↓↓↓
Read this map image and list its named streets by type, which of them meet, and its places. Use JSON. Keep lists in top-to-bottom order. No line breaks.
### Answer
↑↑↑
↓↓↓
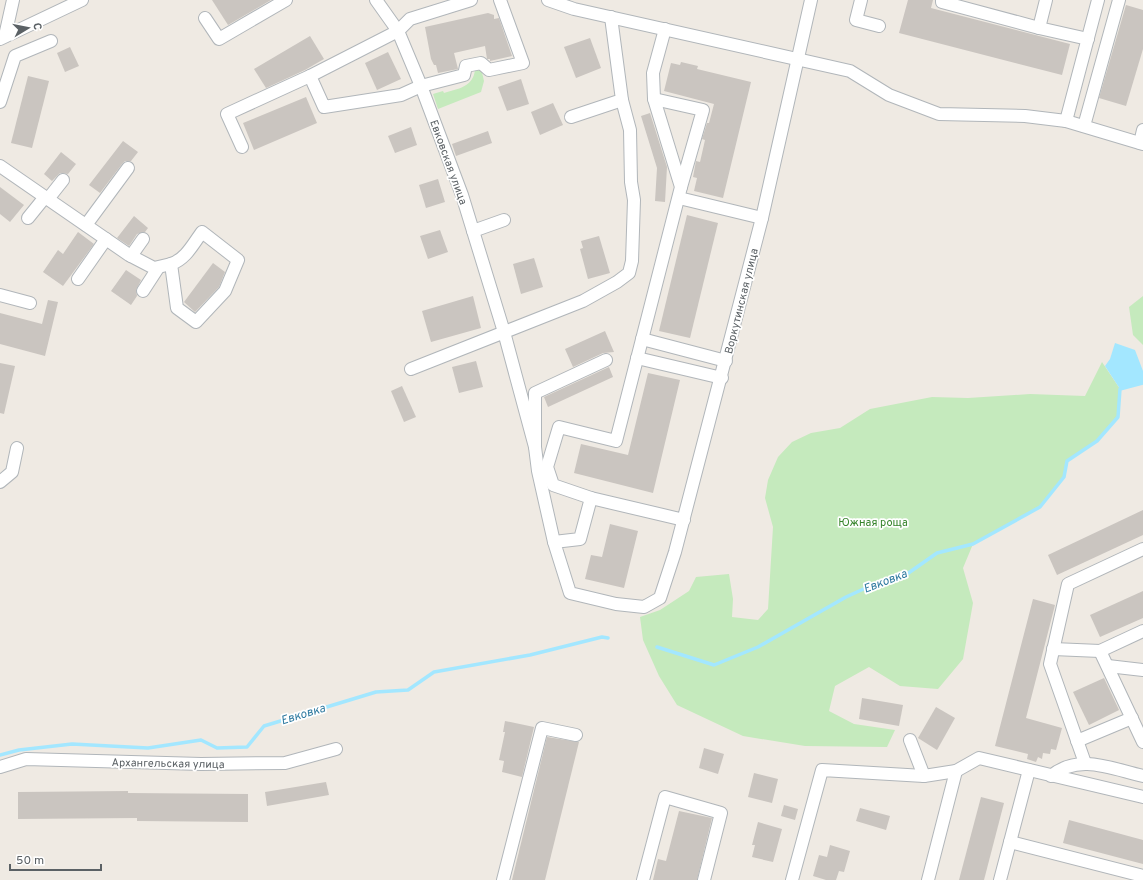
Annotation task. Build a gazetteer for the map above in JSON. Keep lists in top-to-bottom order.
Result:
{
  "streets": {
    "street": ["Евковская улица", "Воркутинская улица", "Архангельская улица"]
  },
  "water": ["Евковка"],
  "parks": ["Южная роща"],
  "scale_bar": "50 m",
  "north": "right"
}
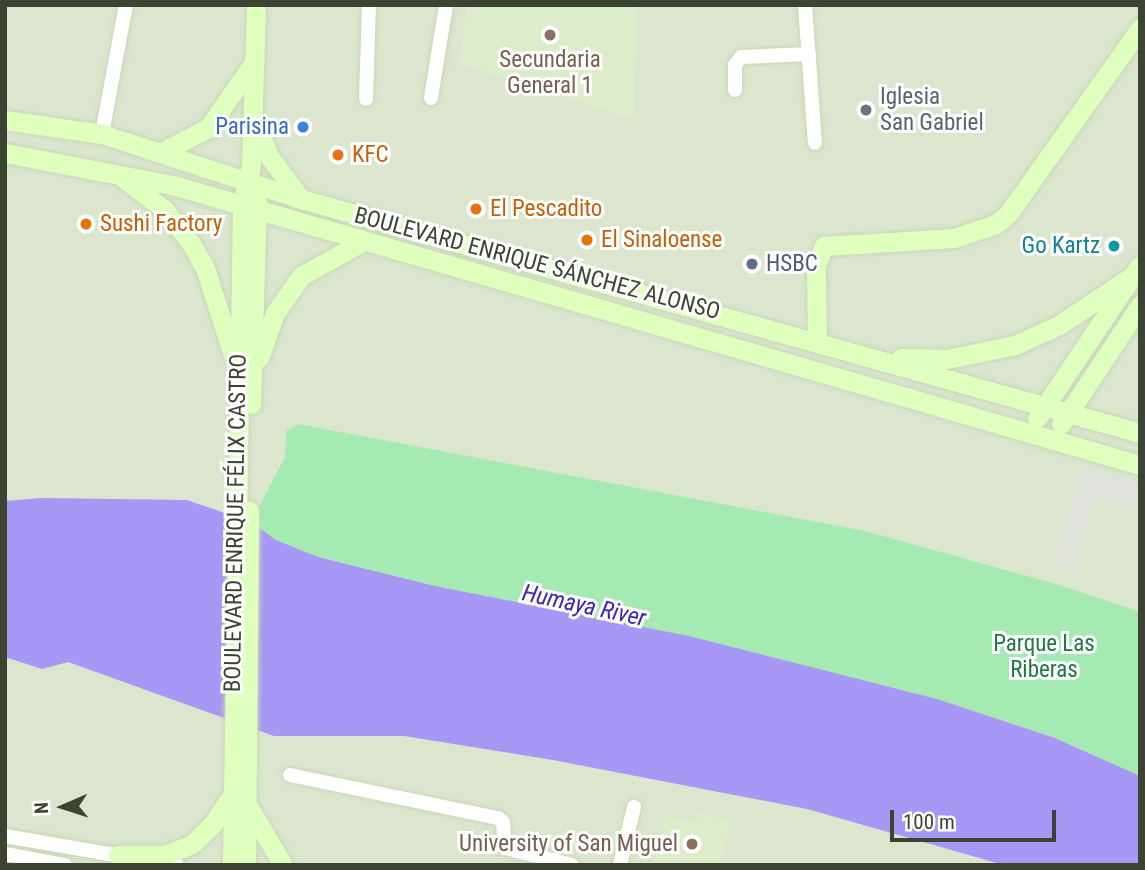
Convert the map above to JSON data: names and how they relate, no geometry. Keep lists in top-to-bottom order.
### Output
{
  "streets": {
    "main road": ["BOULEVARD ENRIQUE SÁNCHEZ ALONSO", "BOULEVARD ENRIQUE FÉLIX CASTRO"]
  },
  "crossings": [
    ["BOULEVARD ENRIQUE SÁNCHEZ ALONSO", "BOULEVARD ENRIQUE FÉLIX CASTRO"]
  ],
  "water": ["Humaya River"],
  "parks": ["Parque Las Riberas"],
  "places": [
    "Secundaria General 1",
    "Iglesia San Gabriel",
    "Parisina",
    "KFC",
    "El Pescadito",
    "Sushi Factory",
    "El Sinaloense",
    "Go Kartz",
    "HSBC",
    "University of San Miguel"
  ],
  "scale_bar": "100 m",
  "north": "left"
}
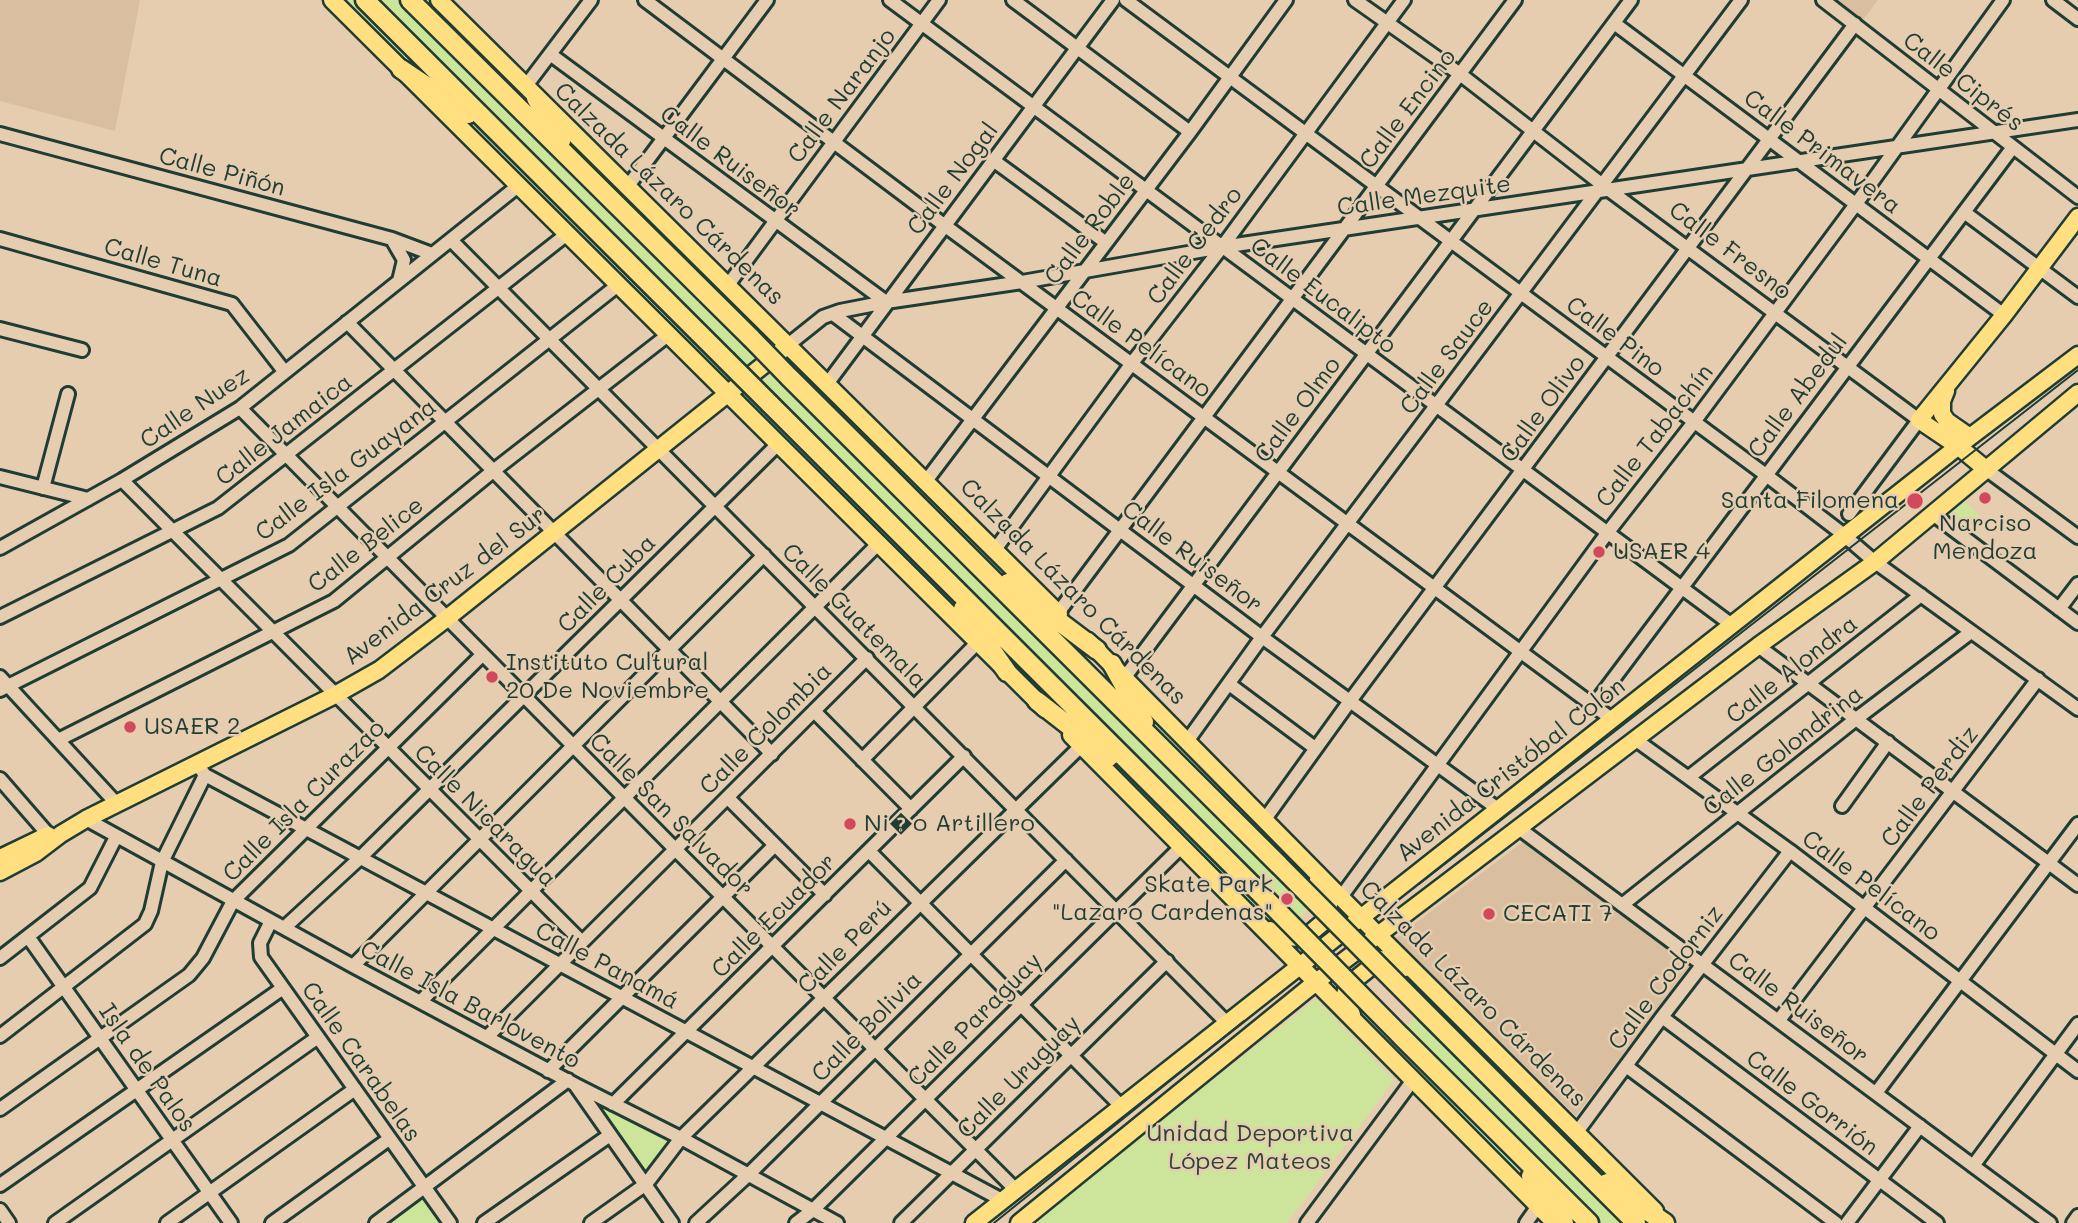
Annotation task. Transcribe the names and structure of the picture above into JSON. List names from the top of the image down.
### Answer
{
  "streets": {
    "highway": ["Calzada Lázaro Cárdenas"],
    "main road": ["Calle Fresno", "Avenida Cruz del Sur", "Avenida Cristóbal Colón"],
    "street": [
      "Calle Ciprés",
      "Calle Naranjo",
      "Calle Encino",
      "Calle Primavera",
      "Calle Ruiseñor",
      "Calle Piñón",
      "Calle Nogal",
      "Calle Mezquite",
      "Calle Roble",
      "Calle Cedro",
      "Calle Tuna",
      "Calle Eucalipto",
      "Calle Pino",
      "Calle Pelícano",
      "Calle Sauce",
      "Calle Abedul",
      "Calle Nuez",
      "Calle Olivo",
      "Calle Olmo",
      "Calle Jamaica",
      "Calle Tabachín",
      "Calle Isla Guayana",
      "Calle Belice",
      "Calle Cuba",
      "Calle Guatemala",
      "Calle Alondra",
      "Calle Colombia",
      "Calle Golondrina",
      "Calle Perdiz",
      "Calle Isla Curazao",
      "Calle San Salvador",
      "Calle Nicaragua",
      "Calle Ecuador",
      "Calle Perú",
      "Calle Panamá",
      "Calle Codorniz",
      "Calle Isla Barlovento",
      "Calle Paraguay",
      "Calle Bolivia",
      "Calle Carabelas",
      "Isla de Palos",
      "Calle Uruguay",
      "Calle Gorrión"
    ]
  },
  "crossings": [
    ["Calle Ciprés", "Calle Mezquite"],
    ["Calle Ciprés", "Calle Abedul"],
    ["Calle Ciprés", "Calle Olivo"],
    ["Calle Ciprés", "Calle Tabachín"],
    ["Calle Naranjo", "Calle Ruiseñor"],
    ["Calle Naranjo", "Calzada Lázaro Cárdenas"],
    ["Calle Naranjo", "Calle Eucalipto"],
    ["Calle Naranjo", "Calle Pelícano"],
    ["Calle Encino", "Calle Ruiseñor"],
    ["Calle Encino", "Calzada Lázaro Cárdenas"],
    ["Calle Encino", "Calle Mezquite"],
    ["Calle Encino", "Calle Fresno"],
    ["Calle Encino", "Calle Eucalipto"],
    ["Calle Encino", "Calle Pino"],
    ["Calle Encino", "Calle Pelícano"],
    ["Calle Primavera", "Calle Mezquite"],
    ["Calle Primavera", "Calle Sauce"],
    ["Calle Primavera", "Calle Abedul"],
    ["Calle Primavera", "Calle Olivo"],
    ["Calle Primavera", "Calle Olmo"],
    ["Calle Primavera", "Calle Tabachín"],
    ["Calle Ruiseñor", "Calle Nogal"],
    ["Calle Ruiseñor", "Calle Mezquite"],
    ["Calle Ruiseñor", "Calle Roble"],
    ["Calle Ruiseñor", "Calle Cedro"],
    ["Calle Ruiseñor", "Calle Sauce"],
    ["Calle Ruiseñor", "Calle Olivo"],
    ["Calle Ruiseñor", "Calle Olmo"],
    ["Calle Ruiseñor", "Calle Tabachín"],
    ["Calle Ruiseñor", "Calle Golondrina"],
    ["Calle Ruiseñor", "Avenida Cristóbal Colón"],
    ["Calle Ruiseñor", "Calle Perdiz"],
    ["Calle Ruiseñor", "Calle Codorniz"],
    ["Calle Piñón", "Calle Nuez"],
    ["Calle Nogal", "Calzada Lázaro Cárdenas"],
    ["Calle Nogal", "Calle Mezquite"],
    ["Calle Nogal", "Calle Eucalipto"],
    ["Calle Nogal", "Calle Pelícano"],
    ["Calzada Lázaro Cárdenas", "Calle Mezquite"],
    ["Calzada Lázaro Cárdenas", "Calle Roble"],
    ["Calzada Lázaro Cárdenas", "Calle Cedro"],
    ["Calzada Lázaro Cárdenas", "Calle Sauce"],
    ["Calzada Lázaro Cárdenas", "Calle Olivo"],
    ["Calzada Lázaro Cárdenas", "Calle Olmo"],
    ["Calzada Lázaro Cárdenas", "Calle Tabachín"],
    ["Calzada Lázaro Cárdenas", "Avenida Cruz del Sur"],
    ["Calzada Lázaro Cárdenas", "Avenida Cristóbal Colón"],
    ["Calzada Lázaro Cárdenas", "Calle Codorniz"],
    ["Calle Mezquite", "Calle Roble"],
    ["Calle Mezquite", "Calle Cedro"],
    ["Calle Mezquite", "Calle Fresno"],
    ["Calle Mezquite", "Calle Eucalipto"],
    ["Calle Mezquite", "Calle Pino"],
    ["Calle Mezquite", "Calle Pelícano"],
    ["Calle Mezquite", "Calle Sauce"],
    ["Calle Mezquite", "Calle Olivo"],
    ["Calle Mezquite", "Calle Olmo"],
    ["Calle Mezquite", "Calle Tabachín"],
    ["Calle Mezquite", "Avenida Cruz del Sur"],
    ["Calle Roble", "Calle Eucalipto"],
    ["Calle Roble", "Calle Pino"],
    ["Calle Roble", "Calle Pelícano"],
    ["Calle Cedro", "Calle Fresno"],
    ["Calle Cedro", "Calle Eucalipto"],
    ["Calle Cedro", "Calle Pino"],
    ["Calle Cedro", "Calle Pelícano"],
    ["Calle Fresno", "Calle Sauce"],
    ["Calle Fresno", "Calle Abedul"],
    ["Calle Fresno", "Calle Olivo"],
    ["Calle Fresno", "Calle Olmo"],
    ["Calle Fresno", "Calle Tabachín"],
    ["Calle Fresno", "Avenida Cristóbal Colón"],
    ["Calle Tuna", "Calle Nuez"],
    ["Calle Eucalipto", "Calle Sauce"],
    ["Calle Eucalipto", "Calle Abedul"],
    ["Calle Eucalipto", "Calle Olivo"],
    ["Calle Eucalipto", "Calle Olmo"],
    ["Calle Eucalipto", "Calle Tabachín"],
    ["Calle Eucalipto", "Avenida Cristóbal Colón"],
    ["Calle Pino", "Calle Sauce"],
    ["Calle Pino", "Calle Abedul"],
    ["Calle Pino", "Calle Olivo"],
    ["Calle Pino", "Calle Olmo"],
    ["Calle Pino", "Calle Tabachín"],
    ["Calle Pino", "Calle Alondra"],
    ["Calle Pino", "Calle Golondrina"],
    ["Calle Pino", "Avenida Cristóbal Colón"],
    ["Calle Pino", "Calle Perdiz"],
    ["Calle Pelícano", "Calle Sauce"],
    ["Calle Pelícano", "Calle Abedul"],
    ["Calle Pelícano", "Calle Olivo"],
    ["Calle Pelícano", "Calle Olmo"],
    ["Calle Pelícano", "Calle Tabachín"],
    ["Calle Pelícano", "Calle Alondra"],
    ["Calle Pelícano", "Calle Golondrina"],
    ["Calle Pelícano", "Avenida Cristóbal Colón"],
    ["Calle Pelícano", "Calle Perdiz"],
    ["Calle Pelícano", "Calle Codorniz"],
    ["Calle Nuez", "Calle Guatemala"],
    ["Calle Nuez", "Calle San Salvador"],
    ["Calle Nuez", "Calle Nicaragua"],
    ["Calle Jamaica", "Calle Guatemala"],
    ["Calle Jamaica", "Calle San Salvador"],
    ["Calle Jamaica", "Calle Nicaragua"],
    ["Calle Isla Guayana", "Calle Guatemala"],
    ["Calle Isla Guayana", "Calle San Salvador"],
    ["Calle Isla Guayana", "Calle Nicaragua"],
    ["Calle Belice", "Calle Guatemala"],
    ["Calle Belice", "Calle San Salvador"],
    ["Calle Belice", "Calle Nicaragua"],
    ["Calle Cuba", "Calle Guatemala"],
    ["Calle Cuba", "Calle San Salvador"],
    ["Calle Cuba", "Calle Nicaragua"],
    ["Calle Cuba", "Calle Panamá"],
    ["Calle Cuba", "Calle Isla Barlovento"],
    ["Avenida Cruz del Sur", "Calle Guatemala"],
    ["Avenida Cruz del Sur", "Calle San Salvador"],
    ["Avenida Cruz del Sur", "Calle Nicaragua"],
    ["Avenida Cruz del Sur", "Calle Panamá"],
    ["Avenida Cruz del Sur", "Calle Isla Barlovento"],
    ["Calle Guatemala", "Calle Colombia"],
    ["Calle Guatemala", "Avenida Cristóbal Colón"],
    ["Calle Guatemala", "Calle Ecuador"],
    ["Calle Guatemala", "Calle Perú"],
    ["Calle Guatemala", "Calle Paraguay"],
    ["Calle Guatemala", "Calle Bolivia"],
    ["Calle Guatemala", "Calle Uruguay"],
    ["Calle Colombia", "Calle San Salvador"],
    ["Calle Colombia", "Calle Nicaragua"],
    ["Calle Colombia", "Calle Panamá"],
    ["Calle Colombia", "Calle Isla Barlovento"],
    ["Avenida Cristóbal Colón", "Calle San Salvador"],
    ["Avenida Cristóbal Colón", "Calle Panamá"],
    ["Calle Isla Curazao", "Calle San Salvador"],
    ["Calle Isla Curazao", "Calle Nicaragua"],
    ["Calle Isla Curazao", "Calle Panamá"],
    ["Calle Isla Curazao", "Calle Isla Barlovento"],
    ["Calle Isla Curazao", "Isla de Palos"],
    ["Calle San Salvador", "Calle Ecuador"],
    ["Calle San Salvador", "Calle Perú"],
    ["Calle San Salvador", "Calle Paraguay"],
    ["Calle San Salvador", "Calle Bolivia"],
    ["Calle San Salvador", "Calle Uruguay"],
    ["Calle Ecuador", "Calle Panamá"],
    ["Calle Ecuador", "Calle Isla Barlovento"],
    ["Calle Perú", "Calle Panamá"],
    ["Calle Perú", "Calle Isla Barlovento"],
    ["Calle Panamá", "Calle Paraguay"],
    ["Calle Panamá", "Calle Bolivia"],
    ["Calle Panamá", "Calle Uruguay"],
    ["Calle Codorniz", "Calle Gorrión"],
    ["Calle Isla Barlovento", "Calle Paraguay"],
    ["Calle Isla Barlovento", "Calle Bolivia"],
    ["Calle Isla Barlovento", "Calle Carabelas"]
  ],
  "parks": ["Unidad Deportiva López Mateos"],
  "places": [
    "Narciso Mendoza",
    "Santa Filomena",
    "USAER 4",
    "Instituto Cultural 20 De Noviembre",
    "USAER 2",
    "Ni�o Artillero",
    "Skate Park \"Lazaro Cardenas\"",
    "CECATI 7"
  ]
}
↑↑↑
■ **INSTRUCTIONS FOR THE TASK**: Only one part of the material above is wanted: the lines from the one with "Convert the map" up to and including the one with "Annotation task. Transcribe". Please copy them exactly, pictures left out.

■ **RESPONSE FOR THIS EXERCISE**:
Convert the map above to JSON data: names and how they relate, no geometry. Keep lists in top-to-bottom order.
### Output
{
  "streets": {
    "main road": ["BOULEVARD ENRIQUE SÁNCHEZ ALONSO", "BOULEVARD ENRIQUE FÉLIX CASTRO"]
  },
  "crossings": [
    ["BOULEVARD ENRIQUE SÁNCHEZ ALONSO", "BOULEVARD ENRIQUE FÉLIX CASTRO"]
  ],
  "water": ["Humaya River"],
  "parks": ["Parque Las Riberas"],
  "places": [
    "Secundaria General 1",
    "Iglesia San Gabriel",
    "Parisina",
    "KFC",
    "El Pescadito",
    "Sushi Factory",
    "El Sinaloense",
    "Go Kartz",
    "HSBC",
    "University of San Miguel"
  ],
  "scale_bar": "100 m",
  "north": "left"
}
Annotation task. Transcribe the names and structure of the picture above into JSON. List names from the top of the image down.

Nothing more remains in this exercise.